The design of the exhibit is geared primarily for children, though a fun-house atmosphere also entertains adults. As viewers enter, a gallery of horrors reminds them of myths from around the world. Mysterious Asian bat gods guard a Dracula-like castle where everything is hung upside down - viewers thus get a bat's-eye view of the goofy beliefs about bat habits.
Once through the myths, it's time for realism - and instructive fun. "We want to bring children into the museum and open their minds," says Stacy Bishkin of BBH Exhibits Inc., producer of "Masters of the Night." "We have an opportunity to appreciate and preserve these creatures."
The exhibit will not only inform but also encourage youngsters to think, Ms. Bishkin says. It has been designed, she says, to help kids see the bat's point of view, understand its importance to the earth and to human beings, and appreciate the animals' uniqueness. Puzzles prepare kids to identify various species of bats, and a beautifully photographed video teaches bat conservation.
A simple bat house encourages viewers to build their own in the backyard - excellent insect repellents, joked one curator. There is a bat cave in which young children may try out hanging upside down. One exhibit illustrates how bat mothers can locate their own babies among hundreds of others, responding to the offspring's peculiar signature cry. Bats are excellent mothers, producing only one (and in some rare cases two) infants a year. Baby bats are nearly one-third the body-weight of the mother at birth . Bats are mammals, nursing their young for several weeks before the babies are ready to forage for themselves.

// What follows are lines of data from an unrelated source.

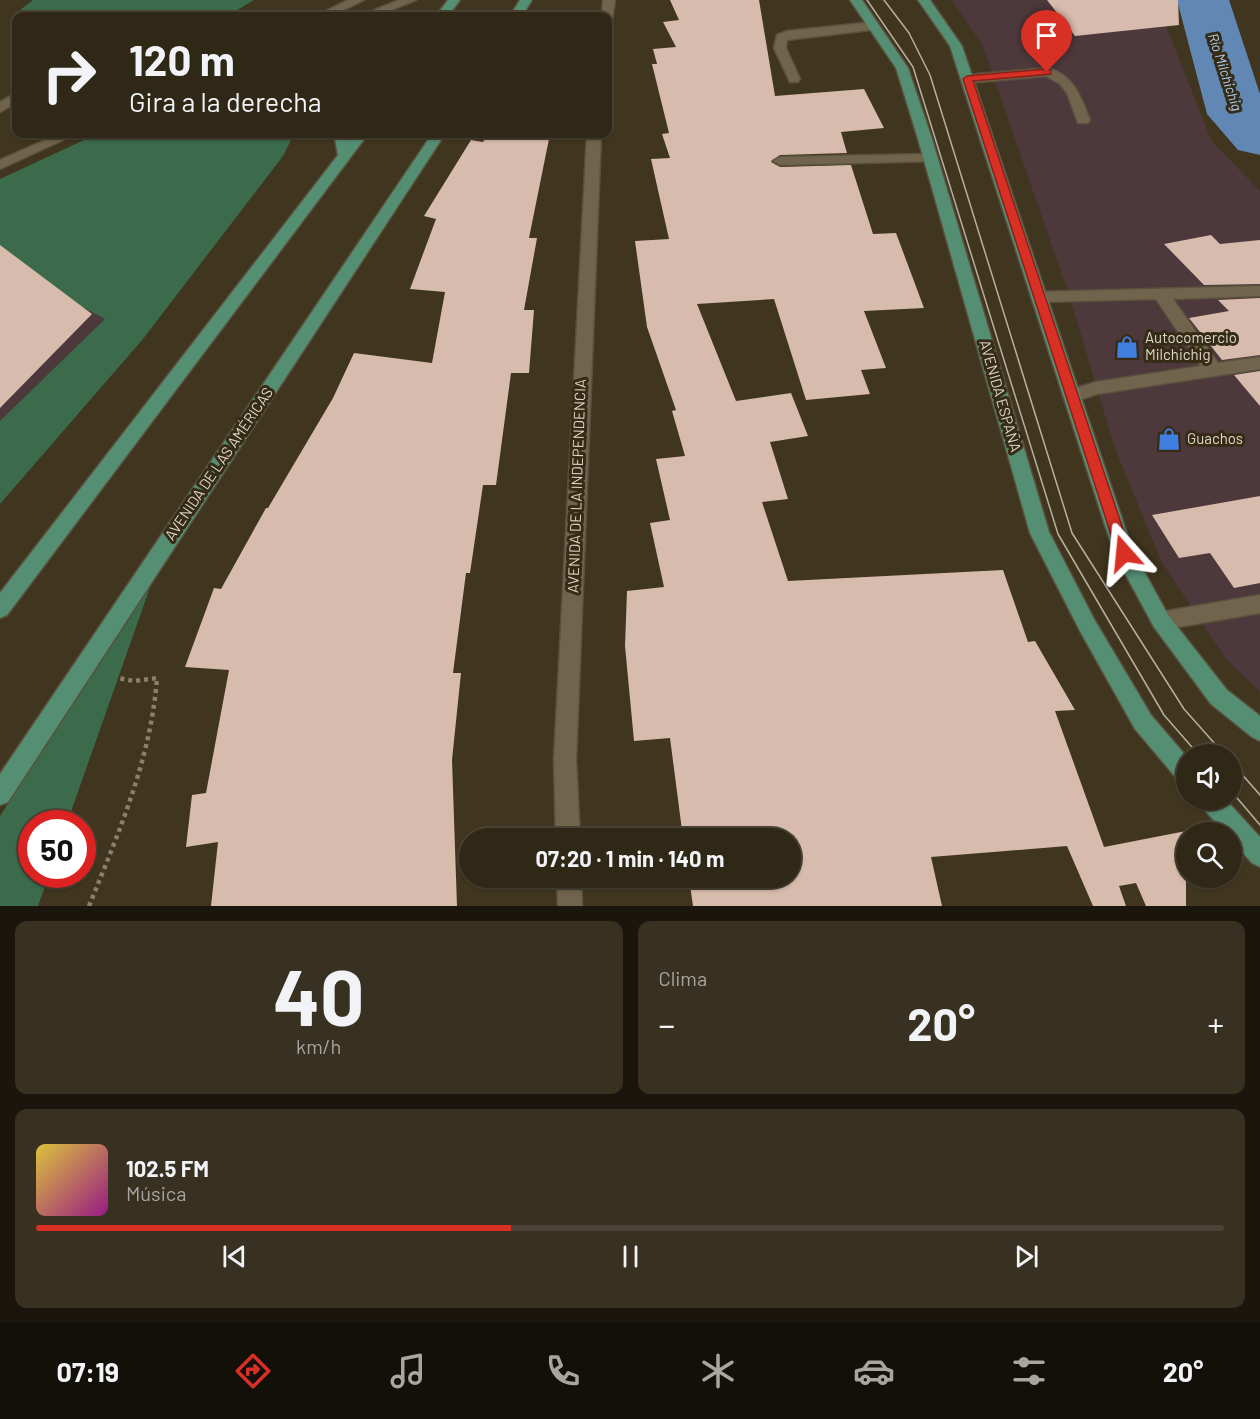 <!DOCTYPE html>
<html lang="es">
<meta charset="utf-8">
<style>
:root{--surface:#302817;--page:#383020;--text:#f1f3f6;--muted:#a8a6a1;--line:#4b4436;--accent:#d93025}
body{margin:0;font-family:Barlow,sans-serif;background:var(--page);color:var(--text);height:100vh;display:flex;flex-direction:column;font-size:22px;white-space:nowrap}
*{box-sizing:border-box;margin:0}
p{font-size:20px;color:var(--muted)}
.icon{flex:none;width:33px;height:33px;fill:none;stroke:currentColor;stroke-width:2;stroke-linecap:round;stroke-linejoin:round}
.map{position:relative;height:906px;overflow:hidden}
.sheet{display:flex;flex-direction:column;gap:15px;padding:15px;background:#1a160d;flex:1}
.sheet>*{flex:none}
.banner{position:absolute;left:12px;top:12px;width:600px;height:126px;border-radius:12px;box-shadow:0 2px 4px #0004,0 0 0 2px var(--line);background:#302817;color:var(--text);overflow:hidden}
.buttons{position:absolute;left:1176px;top:744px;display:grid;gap:12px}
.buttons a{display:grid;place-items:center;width:66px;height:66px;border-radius:50%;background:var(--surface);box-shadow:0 2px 4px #0004,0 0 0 2px var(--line);font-size:30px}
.speed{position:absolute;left:18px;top:810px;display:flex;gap:12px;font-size:30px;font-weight:700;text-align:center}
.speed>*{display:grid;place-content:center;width:78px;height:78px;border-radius:50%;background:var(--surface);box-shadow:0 2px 4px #0004,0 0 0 2px var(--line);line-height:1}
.speed .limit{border:9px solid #d22;background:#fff;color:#111}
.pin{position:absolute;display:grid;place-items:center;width:51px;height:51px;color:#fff;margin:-62px -26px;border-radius:50% 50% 50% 0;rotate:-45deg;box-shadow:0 0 6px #0007}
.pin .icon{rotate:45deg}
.me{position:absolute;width:66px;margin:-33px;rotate:342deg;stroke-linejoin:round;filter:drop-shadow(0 0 4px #0008)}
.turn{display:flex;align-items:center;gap:21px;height:126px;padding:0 18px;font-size:27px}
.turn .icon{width:78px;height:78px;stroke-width:2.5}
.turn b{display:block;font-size:42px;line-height:51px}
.big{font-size:45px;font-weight:700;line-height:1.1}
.sheet .card{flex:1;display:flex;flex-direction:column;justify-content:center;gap:9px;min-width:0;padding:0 21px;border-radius:12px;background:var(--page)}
.sheet .dial{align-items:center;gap:0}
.dial b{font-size:78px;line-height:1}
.song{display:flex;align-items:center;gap:18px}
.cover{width:72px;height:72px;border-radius:9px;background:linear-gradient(135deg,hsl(50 70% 55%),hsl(310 70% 35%))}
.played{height:6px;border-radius:3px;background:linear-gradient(90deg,var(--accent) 40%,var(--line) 40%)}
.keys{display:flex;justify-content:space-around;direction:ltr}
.heat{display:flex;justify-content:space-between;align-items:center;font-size:33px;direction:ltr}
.sheet .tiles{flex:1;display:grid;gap:15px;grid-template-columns:1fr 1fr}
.card:last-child{grid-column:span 2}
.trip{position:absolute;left:459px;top:828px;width:342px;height:60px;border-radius:30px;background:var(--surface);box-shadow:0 2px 4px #0004,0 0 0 2px var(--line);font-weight:700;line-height:60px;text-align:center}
.tabs{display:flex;height:96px;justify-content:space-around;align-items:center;background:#131009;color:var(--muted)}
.tabs .icon{width:42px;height:42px}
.tabs .selected{color:var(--accent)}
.tabs b{font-size:27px;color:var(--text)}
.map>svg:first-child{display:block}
.industrial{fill:#4d383b}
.green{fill:#3b6b4b}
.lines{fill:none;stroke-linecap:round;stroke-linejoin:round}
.river{fill:#6188b4;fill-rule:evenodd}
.building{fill:#d7bbac}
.minor-casing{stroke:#5a503e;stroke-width:3}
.major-casing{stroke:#5a503e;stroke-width:3}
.path{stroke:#89806f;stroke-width:4.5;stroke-dasharray:4 4;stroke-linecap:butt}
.minor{fill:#70644c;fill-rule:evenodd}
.major{fill:#558f73;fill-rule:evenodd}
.tram{stroke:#b7afa0;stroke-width:1.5}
.route{fill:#d93025;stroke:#8d1f18;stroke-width:1.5}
.labels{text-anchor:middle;stroke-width:6;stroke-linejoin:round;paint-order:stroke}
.far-water-label{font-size:14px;font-style:italic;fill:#aed0f7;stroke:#362b15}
.poi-label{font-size:15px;fill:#ded7ca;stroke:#362b15;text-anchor:start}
.street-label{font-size:15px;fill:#ded7ca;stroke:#362b15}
</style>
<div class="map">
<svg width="1260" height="906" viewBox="0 0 1260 906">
<rect width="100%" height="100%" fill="#40351f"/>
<!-- industrial -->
<path class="industrial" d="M951,0H1156L1211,140L1260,191V692L1226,659L1161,561L1114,446L1069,295L982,44Z
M0,265L106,319L0,423Z"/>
<!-- green -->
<path class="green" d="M33,0H254L227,16H64L20,10Z
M97,134H294L283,156L143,339L0,504V421L105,319L0,263V179Z
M153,579L67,823L32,824V874L49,875L38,906H0V816Z"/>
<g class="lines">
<!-- river -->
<path class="river" d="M1177,0H1229L1260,94V155L1238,150L1207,114Z"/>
</g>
<!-- building -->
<path class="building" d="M670,0H759L775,96L864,89L884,128L841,132L847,153L780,155L771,162L780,167L851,165L873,234L896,233L924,308L864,311L886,368L861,370L870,394L806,400L774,299L697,304L736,401L791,393L808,436L770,442L788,499L762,502L788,581L1003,570L1028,642L1035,641L1075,710L1055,711L1104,847L1186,831V906H1146L1136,883L1119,886L1126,906H1093L1067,846L931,857L942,906H693L689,878H790V838H683L670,738L634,741L625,646L627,591L664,587L650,523L670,520L656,459L685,456L672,411L676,410L647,327L635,241L669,239L651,159L670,158L662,134L669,133L652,64H657L653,49L676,47L663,22L679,20Z
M1047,0H1178L1179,25L1075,36Z
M522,134H550L529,238H537L524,310H534L529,373H511L496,485H483L470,573H466L453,673H461L452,760L457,906H211L218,842L186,847L192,795L206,793L229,670L185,667L214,588L221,589L266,508H268L333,398L354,353L432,363L445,292L410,289L436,219L424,216L471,140L483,142L487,135L518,140Z
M1211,235L1220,244L1260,240V284L1204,285L1164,244Z
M0,245L92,314L0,408Z
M1260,298V355L1222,360L1189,318L1229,311L1218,300Z
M1260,371V406L1234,375Z
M1260,496V583L1234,588L1210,553L1179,558L1152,515Z"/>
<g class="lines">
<!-- minor casing -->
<g class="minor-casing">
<path id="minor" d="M348,0H364L331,16H316Z
M399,0H416L376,16H360Z
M603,0H615L612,20H608V16H602Z
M874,22L878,23V29L787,40L786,48L800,79L798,82H790L774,48L777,35L787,31Z
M1048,68C1074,75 1081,97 1090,120L1088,123H1078L1067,93L1060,84L1046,76L967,83L961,79L967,75Z
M16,93V103L0,112V102Z
M59,134H76L0,169V160Z
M587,134H601L576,760L580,838H556L554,760Z
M931,154L936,155L938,158L936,161L780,165L773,161L780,157Z
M1260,286V296L1173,299L1218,363L1260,357V369L1097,394L1073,402L1067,401L1064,396L1067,391L1096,382L1201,366L1156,299L1039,302L1033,301L1031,297L1033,293L1039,292Z
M1260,595V613L1161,630L1154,627L1151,621L1154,615L1161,612Z
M557,878H581L582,906H558Z"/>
</g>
<!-- major casing -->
<g class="major-casing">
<path id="major" d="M448,0H460L448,16H436Z
M520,0H532L522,16H510Z
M850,0H862L908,68L932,139L1049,532L1094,619L1151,715L1186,756V783L1178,780L1135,729L1080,631L1030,533L918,139L896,68Z
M918,0H930L962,46L1133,551L1168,615L1227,690L1260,716V741L1252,737L1211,704L1154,627L1114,553L950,46Z
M334,134H346L348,141L354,134H368L7,615L0,618V593L338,155Z
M432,134H445L8,802L0,805V774Z
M1200,800H1226L1260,837V867L1252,863L1232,841V832H1224L1203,808Z"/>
</g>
<!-- path -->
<path class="path" d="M89,906C119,832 151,758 157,678L134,681L118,678"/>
<!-- minor -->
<use href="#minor" class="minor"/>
<!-- major -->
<use href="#major" class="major"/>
<!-- tram -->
<path class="tram" d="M867,0L913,67L1058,534L1164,715L1198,754
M884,0L909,33L930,75L1072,533L1184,709L1224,754
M1232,763L1260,795
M1232,792L1260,825"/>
</g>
<!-- route -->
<path class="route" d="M1047,69L1051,70V74L973,81L1131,553L1129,557L1124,559L1119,557L1117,553L963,79L967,76Z"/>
<!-- icons -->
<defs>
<g id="shop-bare" transform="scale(1.8)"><path d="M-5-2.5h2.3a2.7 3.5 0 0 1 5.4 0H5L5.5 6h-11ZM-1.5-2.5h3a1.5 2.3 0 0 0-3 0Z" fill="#3f7fe0" stroke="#362b15" stroke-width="2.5" paint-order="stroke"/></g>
</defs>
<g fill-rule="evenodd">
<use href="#shop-bare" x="1127" y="347"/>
<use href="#shop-bare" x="1169" y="439"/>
</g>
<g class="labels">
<!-- far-water labels -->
<g class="far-water-label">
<text transform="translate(1225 72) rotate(72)" y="5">Río Milchichig</text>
</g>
<!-- poi labels -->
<g class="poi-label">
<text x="1145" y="343">Autocomercio<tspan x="1145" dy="17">Milchichig</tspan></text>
<text x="1187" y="444">Guachos</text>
</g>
<!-- street labels -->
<g class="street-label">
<text transform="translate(1000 396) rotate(74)" y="5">AVENIDA ESPAÑA</text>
<text transform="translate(219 464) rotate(-56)" y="5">AVENIDA DE LAS AMÉRICAS</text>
<text transform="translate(577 486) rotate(-88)" y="5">AVENIDA DE LA INDEPENDENCIA</text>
</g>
</g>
</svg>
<div class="buttons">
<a><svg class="icon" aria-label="sound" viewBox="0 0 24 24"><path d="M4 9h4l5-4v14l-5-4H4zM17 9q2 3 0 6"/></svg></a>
<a><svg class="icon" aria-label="search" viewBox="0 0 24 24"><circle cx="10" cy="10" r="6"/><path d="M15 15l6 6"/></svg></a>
</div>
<div class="speed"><div class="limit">50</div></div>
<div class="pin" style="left:1047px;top:72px;background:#d93025"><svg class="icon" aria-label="arrive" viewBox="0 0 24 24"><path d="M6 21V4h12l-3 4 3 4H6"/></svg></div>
<svg class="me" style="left:1124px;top:553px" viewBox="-20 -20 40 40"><path d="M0-17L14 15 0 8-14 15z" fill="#d93025" stroke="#fff" stroke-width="4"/></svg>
<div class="trip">07:20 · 1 min · 140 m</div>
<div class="banner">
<div class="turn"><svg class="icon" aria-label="right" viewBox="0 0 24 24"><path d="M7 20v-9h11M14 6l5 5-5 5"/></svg><div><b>120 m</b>Gira a la derecha</div></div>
</div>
</div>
<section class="sheet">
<div class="tiles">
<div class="card dial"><b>40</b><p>km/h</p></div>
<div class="card"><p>Clima</p>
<div class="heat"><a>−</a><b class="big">20°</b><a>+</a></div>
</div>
<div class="card">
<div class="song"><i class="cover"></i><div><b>102.5 FM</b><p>Música</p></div></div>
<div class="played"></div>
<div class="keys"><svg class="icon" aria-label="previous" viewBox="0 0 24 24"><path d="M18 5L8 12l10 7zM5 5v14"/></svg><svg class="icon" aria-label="pause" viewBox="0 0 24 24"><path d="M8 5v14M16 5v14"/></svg><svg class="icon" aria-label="next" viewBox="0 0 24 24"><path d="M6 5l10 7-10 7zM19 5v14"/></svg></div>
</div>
</div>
</section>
<nav class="tabs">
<b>07:19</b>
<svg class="icon selected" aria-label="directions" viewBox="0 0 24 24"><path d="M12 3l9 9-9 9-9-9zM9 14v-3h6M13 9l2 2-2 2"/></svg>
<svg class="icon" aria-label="music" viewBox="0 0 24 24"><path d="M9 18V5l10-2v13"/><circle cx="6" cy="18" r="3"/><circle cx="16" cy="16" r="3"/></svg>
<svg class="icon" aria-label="phone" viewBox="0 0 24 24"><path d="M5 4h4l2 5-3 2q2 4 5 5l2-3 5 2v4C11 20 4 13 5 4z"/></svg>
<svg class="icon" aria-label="climate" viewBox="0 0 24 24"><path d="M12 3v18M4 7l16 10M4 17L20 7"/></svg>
<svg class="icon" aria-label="car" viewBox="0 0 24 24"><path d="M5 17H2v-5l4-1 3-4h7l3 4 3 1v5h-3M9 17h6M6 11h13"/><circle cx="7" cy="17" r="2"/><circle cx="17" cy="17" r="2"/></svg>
<svg class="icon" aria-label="filters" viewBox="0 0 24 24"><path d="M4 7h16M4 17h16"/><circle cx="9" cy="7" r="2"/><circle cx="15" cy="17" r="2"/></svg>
<b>20°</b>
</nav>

Several ingenious displays demonstrate bat anatomy, bat flight, and bat echo-sonar, the method by which most bat species (most are nocturnal) get around in the dark.
Viewers visit a bat scientist's lab where bat photos and bat posters line the walls, a Batman T-shirt drapes over a chair, bat fossils lie on a desk near a photocopy machine and a coffee maker, and various reconstructed bat skulls reveal the secrets of bat adaptation. A video station allows the viewer to choose which bats to watch, slow the film down, reverse it, or stop it. The idea is to help the viewer understand that people devote their lives to the study of bats because bats are that important.